Scala DataInputStream, for comprehension, Try, currying, tailrec
This post if from 2016, hope its helpful (it’s aimed at me when I’ve forgotten how)
Trying to come up with a functional way to read a data file I came accross lots of alternatives, but along the way I wrote the code below. Which introduces quite a few concepts.
The code first, which you can cut and paste, and some notes and explanation later while its relatively fresh in my mind
package com.jonathanplay.tryandforcomprehension
import java.io.{DataInputStream, FileInputStream}
import scala.annotation.tailrec
import scala.collection.mutable.ArrayBuffer
import scala.util.{Failure, Success, Try}
object OpenAndReadAFile extends App {
def readingData(fileName: String): Option[List[(Int, Long, Int)]] = {
@tailrec
def readDataInputStream(acc: ArrayBuffer[(Int, Long, Int)], dis: DataInputStream): Try[List[(Int, Long, Int)]] = {
if (dis.available() == 0) Success(acc.toList)

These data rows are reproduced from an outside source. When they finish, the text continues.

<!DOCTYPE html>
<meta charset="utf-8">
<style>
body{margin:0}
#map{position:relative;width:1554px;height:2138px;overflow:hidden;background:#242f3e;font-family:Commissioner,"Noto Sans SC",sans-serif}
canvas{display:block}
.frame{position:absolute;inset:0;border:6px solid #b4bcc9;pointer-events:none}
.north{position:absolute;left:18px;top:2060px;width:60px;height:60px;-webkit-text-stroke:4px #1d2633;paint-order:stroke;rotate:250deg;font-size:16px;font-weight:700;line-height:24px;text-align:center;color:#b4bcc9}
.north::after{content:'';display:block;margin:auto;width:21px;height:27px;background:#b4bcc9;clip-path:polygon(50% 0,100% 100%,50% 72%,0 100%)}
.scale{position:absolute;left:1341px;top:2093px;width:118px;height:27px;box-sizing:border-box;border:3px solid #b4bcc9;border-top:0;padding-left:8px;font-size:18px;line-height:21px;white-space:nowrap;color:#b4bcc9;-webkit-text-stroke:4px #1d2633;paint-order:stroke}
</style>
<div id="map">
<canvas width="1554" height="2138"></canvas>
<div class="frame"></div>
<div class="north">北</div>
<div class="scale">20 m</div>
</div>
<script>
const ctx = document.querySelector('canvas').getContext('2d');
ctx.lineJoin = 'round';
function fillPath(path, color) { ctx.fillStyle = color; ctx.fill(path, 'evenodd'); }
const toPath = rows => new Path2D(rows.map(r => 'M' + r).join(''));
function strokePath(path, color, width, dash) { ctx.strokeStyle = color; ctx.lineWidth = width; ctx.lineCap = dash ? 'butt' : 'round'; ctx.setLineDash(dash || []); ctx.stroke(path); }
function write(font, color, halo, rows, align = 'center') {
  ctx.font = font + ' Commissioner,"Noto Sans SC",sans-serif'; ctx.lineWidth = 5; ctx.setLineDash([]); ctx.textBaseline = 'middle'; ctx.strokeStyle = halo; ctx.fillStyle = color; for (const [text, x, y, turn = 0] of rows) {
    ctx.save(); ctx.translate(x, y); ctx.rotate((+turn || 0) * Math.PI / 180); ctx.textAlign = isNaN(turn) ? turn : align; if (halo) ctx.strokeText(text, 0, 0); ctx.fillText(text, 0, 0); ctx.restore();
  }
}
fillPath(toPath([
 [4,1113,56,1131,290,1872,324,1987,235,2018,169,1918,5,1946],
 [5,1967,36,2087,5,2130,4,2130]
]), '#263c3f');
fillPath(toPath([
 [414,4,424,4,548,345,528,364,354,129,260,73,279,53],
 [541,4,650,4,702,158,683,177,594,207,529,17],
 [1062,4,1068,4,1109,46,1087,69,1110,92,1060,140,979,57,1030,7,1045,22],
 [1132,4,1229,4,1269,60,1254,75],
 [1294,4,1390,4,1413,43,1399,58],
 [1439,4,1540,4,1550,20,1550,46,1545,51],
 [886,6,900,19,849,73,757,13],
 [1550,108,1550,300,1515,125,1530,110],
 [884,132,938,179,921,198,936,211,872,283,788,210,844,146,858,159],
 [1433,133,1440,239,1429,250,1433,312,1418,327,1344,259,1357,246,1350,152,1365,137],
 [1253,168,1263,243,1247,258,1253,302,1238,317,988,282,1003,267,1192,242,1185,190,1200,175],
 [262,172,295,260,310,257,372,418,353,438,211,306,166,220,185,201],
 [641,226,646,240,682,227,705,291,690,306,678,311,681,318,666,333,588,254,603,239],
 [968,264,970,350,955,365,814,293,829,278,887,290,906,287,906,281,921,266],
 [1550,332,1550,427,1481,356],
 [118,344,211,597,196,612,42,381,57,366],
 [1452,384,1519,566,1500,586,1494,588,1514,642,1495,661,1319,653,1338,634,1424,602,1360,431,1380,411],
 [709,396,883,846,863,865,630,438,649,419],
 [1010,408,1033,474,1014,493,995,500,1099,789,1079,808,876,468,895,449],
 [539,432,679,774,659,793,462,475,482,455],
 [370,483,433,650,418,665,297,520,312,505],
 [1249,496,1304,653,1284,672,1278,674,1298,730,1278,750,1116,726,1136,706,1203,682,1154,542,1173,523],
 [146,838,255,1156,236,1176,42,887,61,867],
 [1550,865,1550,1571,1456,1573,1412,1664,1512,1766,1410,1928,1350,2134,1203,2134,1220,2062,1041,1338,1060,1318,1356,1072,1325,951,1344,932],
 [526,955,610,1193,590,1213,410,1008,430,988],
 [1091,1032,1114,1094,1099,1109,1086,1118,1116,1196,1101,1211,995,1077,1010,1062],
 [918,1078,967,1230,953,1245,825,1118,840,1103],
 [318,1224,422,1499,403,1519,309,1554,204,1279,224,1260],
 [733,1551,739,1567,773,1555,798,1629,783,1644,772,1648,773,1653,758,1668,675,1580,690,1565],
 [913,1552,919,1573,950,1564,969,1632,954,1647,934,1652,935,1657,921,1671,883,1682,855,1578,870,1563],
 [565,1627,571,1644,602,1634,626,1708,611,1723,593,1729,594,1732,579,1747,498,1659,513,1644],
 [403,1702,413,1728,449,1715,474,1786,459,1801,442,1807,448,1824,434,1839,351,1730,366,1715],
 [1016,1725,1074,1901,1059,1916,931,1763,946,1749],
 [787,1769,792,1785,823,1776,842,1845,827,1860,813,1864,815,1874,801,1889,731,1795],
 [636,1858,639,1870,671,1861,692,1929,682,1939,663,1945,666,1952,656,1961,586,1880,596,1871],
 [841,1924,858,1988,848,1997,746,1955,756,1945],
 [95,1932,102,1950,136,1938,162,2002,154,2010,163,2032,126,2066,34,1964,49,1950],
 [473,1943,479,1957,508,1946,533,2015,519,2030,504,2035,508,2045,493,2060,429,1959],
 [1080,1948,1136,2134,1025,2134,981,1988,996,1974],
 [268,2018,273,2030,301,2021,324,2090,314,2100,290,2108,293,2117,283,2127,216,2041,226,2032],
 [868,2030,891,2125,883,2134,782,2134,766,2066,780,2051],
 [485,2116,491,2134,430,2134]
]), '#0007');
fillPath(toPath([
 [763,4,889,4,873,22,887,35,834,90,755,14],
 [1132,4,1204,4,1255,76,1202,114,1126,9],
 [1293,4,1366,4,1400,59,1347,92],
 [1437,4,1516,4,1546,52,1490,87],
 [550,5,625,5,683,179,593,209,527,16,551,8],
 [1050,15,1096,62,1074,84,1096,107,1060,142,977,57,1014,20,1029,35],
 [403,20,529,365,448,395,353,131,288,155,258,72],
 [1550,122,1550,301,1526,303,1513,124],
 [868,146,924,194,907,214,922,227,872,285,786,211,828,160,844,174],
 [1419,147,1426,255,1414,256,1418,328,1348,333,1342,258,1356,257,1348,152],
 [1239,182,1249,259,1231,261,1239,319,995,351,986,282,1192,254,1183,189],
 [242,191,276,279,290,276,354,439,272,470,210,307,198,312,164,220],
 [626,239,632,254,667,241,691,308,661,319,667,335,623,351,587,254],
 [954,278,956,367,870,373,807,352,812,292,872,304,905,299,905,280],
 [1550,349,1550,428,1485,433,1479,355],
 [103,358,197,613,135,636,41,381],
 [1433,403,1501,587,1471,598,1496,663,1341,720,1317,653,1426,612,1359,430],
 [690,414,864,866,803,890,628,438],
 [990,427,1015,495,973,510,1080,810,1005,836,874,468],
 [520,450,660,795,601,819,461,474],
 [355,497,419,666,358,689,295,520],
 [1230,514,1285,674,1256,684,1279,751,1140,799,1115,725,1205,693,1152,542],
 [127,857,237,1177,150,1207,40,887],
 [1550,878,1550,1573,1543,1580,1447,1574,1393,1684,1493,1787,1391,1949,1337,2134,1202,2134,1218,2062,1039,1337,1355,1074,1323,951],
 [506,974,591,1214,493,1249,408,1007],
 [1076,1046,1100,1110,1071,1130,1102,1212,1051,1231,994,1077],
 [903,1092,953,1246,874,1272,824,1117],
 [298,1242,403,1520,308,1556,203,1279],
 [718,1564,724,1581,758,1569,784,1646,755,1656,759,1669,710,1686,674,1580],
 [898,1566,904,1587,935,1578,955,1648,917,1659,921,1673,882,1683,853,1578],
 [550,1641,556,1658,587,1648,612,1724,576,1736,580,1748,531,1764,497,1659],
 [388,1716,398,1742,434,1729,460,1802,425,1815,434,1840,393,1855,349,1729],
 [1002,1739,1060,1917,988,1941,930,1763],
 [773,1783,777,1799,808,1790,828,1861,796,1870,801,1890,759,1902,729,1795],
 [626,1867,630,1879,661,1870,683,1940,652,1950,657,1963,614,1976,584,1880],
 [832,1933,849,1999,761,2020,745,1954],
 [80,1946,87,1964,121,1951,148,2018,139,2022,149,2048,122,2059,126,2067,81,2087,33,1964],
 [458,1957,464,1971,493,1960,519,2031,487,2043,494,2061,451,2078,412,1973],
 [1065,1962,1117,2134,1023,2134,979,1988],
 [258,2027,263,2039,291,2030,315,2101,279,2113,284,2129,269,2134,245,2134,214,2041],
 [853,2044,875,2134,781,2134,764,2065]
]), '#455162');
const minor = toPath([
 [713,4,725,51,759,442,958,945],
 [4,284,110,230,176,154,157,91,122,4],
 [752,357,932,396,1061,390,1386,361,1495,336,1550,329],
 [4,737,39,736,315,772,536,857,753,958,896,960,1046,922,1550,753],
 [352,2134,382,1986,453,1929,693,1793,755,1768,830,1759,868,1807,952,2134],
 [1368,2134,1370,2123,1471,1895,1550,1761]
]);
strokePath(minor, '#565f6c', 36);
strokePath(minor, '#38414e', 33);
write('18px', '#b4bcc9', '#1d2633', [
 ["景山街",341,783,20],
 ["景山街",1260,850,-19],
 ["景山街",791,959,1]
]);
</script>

else readDataInputStream(acc += Tuple3(dis.readInt(), dis.readLong, dis.readInt), dis)
}
def using[A <: {def close() : Unit}, B](closeable: A)(f: A => B): B =
try f(closeable) finally closeable.close()
def readIndexFileStream(fis: FileInputStream): Try[List[(Int, Long, Int)]] = {
for {
dis <- Try(new DataInputStream(fis))
listOfTuples <- readDataInputStream(ArrayBuffer.empty[(Int, Long, Int)], dis)
} yield listOfTuples
}
def readIndexFile(): Option[List[(Int, Long, Int)]] = {
Try(using(new FileInputStream(fileName))(readIndexFileStream)).flatten
} match {
case Success(result) => Some(result)
case Failure(ex) =>
println(s"Could not read file $fileName, detail ${ex.getClass.getName}:${ex.getMessage}")
None
}
readIndexFile()
}
readingData("FileDoesNotExist")
readingData("C:\\tmp\\exampleindexfile.idx")
}
Scala upper bound parameter <:
We want to only accept a parameter which implements a close method.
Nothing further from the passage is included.